## YOUR GOAL
Line by line, retype the material below exactly, from its first line up to and including the one holding "Instruction: Describe the".

## INFORMATION
================================
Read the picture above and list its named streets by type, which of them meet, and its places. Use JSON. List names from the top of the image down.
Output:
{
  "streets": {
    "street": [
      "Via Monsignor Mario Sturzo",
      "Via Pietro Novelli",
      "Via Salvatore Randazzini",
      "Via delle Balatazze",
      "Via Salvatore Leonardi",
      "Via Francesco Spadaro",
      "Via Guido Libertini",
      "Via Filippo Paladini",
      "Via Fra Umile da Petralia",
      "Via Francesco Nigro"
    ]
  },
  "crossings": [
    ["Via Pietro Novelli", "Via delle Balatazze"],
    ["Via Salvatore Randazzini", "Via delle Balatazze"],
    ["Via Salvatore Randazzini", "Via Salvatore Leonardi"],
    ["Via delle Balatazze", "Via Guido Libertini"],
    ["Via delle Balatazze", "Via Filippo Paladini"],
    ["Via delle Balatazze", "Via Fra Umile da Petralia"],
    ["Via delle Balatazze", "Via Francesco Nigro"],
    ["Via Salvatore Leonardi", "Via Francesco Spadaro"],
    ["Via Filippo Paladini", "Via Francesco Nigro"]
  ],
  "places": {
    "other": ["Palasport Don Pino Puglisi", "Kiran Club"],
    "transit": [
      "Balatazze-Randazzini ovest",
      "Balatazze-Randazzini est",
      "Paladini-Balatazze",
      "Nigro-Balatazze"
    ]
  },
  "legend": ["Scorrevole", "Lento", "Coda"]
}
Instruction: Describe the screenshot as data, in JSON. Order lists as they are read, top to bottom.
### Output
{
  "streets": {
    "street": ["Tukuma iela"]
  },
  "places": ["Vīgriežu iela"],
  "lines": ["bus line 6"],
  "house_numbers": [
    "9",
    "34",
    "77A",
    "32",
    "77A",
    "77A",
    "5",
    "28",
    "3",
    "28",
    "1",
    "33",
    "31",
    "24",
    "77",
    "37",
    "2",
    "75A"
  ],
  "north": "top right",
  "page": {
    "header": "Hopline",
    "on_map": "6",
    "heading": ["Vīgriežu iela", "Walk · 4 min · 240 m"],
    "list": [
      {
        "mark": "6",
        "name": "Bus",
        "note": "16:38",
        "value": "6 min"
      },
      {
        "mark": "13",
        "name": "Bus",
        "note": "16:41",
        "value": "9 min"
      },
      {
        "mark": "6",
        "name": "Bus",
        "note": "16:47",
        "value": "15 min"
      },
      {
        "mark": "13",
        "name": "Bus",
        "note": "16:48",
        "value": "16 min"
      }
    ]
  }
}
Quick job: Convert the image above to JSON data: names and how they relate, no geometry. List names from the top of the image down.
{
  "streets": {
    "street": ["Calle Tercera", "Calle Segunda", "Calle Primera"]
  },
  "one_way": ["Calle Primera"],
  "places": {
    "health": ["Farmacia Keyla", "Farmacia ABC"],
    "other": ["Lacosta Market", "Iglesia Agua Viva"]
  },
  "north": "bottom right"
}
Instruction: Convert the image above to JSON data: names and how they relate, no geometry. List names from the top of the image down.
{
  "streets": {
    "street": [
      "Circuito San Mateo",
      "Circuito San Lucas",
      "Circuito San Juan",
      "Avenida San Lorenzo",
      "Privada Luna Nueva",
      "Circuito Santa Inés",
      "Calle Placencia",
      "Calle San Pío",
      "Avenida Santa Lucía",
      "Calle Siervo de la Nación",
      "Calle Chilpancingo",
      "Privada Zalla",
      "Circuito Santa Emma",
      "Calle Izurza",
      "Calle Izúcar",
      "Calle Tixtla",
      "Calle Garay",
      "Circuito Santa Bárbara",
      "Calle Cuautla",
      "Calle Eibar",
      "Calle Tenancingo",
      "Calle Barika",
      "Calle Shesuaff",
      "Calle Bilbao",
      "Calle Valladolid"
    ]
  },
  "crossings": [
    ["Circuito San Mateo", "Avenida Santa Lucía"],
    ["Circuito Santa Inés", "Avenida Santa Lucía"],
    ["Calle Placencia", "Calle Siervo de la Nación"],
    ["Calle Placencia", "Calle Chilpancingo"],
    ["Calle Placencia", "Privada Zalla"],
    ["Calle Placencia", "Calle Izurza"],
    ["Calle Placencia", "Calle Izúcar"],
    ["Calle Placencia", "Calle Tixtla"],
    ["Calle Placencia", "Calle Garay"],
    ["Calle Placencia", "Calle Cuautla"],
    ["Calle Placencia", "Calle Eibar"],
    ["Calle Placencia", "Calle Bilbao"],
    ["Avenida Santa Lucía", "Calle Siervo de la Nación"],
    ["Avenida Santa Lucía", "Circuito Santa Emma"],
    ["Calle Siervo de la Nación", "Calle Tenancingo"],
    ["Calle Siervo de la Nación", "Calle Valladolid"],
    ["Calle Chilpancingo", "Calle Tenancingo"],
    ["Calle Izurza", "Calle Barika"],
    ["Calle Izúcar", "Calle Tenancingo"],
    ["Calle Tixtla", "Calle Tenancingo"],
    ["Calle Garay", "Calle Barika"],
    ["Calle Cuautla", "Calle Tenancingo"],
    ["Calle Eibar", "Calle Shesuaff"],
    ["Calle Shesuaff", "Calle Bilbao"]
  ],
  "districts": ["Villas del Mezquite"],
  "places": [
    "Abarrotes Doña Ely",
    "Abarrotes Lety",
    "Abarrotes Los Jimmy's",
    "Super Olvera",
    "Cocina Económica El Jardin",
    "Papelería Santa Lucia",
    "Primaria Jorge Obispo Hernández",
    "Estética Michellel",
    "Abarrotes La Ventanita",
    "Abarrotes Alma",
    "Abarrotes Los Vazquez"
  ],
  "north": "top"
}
================================
## COMPLETED EXERCISE
Read the picture above and list its named streets by type, which of them meet, and its places. Use JSON. List names from the top of the image down.
Output:
{
  "streets": {
    "street": [
      "Via Monsignor Mario Sturzo",
      "Via Pietro Novelli",
      "Via Salvatore Randazzini",
      "Via delle Balatazze",
      "Via Salvatore Leonardi",
      "Via Francesco Spadaro",
      "Via Guido Libertini",
      "Via Filippo Paladini",
      "Via Fra Umile da Petralia",
      "Via Francesco Nigro"
    ]
  },
  "crossings": [
    ["Via Pietro Novelli", "Via delle Balatazze"],
    ["Via Salvatore Randazzini", "Via delle Balatazze"],
    ["Via Salvatore Randazzini", "Via Salvatore Leonardi"],
    ["Via delle Balatazze", "Via Guido Libertini"],
    ["Via delle Balatazze", "Via Filippo Paladini"],
    ["Via delle Balatazze", "Via Fra Umile da Petralia"],
    ["Via delle Balatazze", "Via Francesco Nigro"],
    ["Via Salvatore Leonardi", "Via Francesco Spadaro"],
    ["Via Filippo Paladini", "Via Francesco Nigro"]
  ],
  "places": {
    "other": ["Palasport Don Pino Puglisi", "Kiran Club"],
    "transit": [
      "Balatazze-Randazzini ovest",
      "Balatazze-Randazzini est",
      "Paladini-Balatazze",
      "Nigro-Balatazze"
    ]
  },
  "legend": ["Scorrevole", "Lento", "Coda"]
}
Instruction: Describe the screenshot as data, in JSON. Order lists as they are read, top to bottom.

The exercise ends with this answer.